# [Extracted entries]
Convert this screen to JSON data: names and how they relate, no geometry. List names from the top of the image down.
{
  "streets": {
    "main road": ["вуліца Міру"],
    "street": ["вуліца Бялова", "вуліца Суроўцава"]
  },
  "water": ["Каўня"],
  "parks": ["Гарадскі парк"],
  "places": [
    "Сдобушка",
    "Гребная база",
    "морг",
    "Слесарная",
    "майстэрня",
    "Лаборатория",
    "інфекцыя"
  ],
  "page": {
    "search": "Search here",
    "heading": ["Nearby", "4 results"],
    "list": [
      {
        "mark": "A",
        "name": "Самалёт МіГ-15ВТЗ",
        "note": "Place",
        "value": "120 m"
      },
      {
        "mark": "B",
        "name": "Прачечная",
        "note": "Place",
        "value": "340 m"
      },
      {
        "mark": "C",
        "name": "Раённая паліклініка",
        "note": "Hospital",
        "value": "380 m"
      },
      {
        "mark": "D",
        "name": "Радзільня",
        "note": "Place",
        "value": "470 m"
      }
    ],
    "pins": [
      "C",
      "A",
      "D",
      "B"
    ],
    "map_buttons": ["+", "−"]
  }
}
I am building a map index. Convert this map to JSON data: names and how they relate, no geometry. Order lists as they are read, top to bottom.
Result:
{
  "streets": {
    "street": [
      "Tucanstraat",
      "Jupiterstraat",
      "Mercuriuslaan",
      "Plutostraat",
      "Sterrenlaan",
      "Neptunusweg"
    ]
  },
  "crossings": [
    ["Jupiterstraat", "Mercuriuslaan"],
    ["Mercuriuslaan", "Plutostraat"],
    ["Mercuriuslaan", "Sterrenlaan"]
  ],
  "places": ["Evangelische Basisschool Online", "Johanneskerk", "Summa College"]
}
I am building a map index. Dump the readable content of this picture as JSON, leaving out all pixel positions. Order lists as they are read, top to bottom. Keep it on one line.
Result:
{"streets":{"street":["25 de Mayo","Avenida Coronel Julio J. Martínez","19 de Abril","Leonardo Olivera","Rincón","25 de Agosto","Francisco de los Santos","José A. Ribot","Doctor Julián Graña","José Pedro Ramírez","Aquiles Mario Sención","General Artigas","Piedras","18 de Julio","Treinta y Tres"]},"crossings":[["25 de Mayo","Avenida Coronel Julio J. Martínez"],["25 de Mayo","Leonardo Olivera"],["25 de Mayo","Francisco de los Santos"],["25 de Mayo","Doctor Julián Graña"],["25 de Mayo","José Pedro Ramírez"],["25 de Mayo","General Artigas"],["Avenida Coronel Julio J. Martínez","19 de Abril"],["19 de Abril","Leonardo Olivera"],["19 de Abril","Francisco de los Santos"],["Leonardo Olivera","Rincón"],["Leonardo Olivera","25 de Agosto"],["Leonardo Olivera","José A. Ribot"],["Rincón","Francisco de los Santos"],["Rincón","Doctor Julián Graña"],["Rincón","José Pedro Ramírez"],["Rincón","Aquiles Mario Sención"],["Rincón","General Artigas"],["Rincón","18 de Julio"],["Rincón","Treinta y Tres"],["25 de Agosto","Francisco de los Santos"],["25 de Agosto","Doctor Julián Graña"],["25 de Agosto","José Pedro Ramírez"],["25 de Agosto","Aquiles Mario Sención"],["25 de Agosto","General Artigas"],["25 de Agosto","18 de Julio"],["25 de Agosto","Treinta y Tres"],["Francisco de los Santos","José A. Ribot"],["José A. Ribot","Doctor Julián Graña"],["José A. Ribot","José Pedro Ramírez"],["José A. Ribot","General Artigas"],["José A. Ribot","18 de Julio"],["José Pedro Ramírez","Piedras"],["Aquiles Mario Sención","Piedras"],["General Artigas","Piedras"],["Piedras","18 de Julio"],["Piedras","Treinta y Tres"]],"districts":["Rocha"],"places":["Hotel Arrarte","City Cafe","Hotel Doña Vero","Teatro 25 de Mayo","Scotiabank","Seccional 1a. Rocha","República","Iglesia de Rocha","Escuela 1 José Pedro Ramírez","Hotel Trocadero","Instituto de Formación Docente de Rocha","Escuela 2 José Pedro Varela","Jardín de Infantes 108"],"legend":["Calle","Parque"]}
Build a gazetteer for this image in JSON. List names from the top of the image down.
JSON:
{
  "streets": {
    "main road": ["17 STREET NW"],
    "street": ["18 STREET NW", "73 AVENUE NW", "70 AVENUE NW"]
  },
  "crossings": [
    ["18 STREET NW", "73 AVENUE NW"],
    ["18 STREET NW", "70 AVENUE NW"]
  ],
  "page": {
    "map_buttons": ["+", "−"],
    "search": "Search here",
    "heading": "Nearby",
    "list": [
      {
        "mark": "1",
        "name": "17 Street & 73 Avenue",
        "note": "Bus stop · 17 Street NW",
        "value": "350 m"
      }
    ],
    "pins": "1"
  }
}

# [Exercise objective]
Write out each entry above exactly as it is written.

# [Output of the task]
Convert this screen to JSON data: names and how they relate, no geometry. List names from the top of the image down.
{
  "streets": {
    "main road": ["вуліца Міру"],
    "street": ["вуліца Бялова", "вуліца Суроўцава"]
  },
  "water": ["Каўня"],
  "parks": ["Гарадскі парк"],
  "places": [
    "Сдобушка",
    "Гребная база",
    "морг",
    "Слесарная",
    "майстэрня",
    "Лаборатория",
    "інфекцыя"
  ],
  "page": {
    "search": "Search here",
    "heading": ["Nearby", "4 results"],
    "list": [
      {
        "mark": "A",
        "name": "Самалёт МіГ-15ВТЗ",
        "note": "Place",
        "value": "120 m"
      },
      {
        "mark": "B",
        "name": "Прачечная",
        "note": "Place",
        "value": "340 m"
      },
      {
        "mark": "C",
        "name": "Раённая паліклініка",
        "note": "Hospital",
        "value": "380 m"
      },
      {
        "mark": "D",
        "name": "Радзільня",
        "note": "Place",
        "value": "470 m"
      }
    ],
    "pins": [
      "C",
      "A",
      "D",
      "B"
    ],
    "map_buttons": ["+", "−"]
  }
}
I am building a map index. Convert this map to JSON data: names and how they relate, no geometry. Order lists as they are read, top to bottom.
Result:
{
  "streets": {
    "street": [
      "Tucanstraat",
      "Jupiterstraat",
      "Mercuriuslaan",
      "Plutostraat",
      "Sterrenlaan",
      "Neptunusweg"
    ]
  },
  "crossings": [
    ["Jupiterstraat", "Mercuriuslaan"],
    ["Mercuriuslaan", "Plutostraat"],
    ["Mercuriuslaan", "Sterrenlaan"]
  ],
  "places": ["Evangelische Basisschool Online", "Johanneskerk", "Summa College"]
}
I am building a map index. Dump the readable content of this picture as JSON, leaving out all pixel positions. Order lists as they are read, top to bottom. Keep it on one line.
Result:
{"streets":{"street":["25 de Mayo","Avenida Coronel Julio J. Martínez","19 de Abril","Leonardo Olivera","Rincón","25 de Agosto","Francisco de los Santos","José A. Ribot","Doctor Julián Graña","José Pedro Ramírez","Aquiles Mario Sención","General Artigas","Piedras","18 de Julio","Treinta y Tres"]},"crossings":[["25 de Mayo","Avenida Coronel Julio J. Martínez"],["25 de Mayo","Leonardo Olivera"],["25 de Mayo","Francisco de los Santos"],["25 de Mayo","Doctor Julián Graña"],["25 de Mayo","José Pedro Ramírez"],["25 de Mayo","General Artigas"],["Avenida Coronel Julio J. Martínez","19 de Abril"],["19 de Abril","Leonardo Olivera"],["19 de Abril","Francisco de los Santos"],["Leonardo Olivera","Rincón"],["Leonardo Olivera","25 de Agosto"],["Leonardo Olivera","José A. Ribot"],["Rincón","Francisco de los Santos"],["Rincón","Doctor Julián Graña"],["Rincón","José Pedro Ramírez"],["Rincón","Aquiles Mario Sención"],["Rincón","General Artigas"],["Rincón","18 de Julio"],["Rincón","Treinta y Tres"],["25 de Agosto","Francisco de los Santos"],["25 de Agosto","Doctor Julián Graña"],["25 de Agosto","José Pedro Ramírez"],["25 de Agosto","Aquiles Mario Sención"],["25 de Agosto","General Artigas"],["25 de Agosto","18 de Julio"],["25 de Agosto","Treinta y Tres"],["Francisco de los Santos","José A. Ribot"],["José A. Ribot","Doctor Julián Graña"],["José A. Ribot","José Pedro Ramírez"],["José A. Ribot","General Artigas"],["José A. Ribot","18 de Julio"],["José Pedro Ramírez","Piedras"],["Aquiles Mario Sención","Piedras"],["General Artigas","Piedras"],["Piedras","18 de Julio"],["Piedras","Treinta y Tres"]],"districts":["Rocha"],"places":["Hotel Arrarte","City Cafe","Hotel Doña Vero","Teatro 25 de Mayo","Scotiabank","Seccional 1a. Rocha","República","Iglesia de Rocha","Escuela 1 José Pedro Ramírez","Hotel Trocadero","Instituto de Formación Docente de Rocha","Escuela 2 José Pedro Varela","Jardín de Infantes 108"],"legend":["Calle","Parque"]}
Build a gazetteer for this image in JSON. List names from the top of the image down.
JSON:
{
  "streets": {
    "main road": ["17 STREET NW"],
    "street": ["18 STREET NW", "73 AVENUE NW", "70 AVENUE NW"]
  },
  "crossings": [
    ["18 STREET NW", "73 AVENUE NW"],
    ["18 STREET NW", "70 AVENUE NW"]
  ],
  "page": {
    "map_buttons": ["+", "−"],
    "search": "Search here",
    "heading": "Nearby",
    "list": [
      {
        "mark": "1",
        "name": "17 Street & 73 Avenue",
        "note": "Bus stop · 17 Street NW",
        "value": "350 m"
      }
    ],
    "pins": "1"
  }
}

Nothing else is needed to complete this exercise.